1

I implemented and bench marked the following functions in c and java using the following code. For c, I'm getting about 1.688852 seconds while for java, it only takes like 0.355038 seconds. Even if I remove the sqrt function, inline the code manually or change function signature to accept 6 double coordinates (to avoid accessing via pointers) for c time lapsed doesn't improve much.

I'm compiling the c program like cc -O2 main.c -lm.

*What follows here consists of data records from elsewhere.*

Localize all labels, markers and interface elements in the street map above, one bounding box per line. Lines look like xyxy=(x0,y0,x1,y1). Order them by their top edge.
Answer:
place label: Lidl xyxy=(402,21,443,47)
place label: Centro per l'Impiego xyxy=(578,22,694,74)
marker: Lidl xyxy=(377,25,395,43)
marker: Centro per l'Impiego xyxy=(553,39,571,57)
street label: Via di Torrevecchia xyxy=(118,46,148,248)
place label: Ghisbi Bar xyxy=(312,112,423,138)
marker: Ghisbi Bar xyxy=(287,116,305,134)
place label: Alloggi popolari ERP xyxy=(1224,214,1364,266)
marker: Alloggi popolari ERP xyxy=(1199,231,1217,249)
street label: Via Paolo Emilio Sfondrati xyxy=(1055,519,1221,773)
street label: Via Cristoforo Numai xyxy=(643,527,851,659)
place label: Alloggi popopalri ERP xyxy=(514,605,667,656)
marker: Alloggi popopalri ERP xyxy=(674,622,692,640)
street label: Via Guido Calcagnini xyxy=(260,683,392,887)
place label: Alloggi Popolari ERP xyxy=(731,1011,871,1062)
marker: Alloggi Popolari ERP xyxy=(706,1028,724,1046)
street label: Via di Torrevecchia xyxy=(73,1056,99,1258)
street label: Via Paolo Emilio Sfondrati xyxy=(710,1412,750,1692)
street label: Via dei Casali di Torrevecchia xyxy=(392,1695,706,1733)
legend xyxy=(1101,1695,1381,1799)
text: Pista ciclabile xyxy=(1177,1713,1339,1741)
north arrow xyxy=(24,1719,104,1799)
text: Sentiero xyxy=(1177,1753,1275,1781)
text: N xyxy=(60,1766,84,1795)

For java, I'm running the application in intellij idea with the default jvm options (java 8, openjdk).

c:

#include <math.h>
#include <stdio.h>
#include <time.h>

typedef struct point3d
{
  double x;
  double y;
  double z;
} point3d_t;

double distance(point3d_t *from, point3d_t *to);

int main(int argc, char const *argv[])
{
  point3d_t from = {.x = 2.3, .y = 3.45, .z = 4.56};
  point3d_t to = {.x = 5.678, .y = 3.45, .z = -9.0781};

  double time = 0.0;
  int count = 10000000;

  for (size_t i = 0; i < count; i++)
  {
    clock_t tic = clock();
    double d = distance(&from, &to);
    clock_t toc = clock();
    time += ((double) (toc - tic) / CLOCKS_PER_SEC);
  }

  printf("Elapsed: %f seconds\n", time);

  return 0;
}

double distance(point3d_t *from, point3d_t *to)
{
  double dx = to->x - from->x;
  double dy = to->y - from->y;
  double dz = to->z - from->z;

  double d2 = (dx * dx) + (dy * dy) + (dz + dz);
  return sqrt(d2);
}

java:

public class App 
{
    static Random rnd = new Random();

    public static void main( String[] args )
    {
        var sw = new StopWatch();
        var time = 0.0;
        var count = 10000000;

        for (int i = 0; i < count; i++) {
            var from = Vector3D.of(rnd.nextDouble(), rnd.nextDouble(), rnd.nextDouble());
            var to = Vector3D.of(rnd.nextDouble(), rnd.nextDouble(), rnd.nextDouble());

            sw.start();
            var dist = distance(from, to);
            sw.stop();
            time += sw.getTime(TimeUnit.NANOSECONDS);
            sw.reset();
        }

        System.out.printf("Time: %f seconds\n", time / 1e09);
    }

    public static double distance(Vector3D from, Vector3D to) {
        var dx = to.getX() - from.getX();
        var dy = to.getY() - from.getY();
        var dz = to.getZ() - from.getZ();

        return Math.sqrt((dx * dx) + (dy * dy) + (dz * dz));
    }
}

My objective is to understand why the c program is slower and get it to work faster than the java program.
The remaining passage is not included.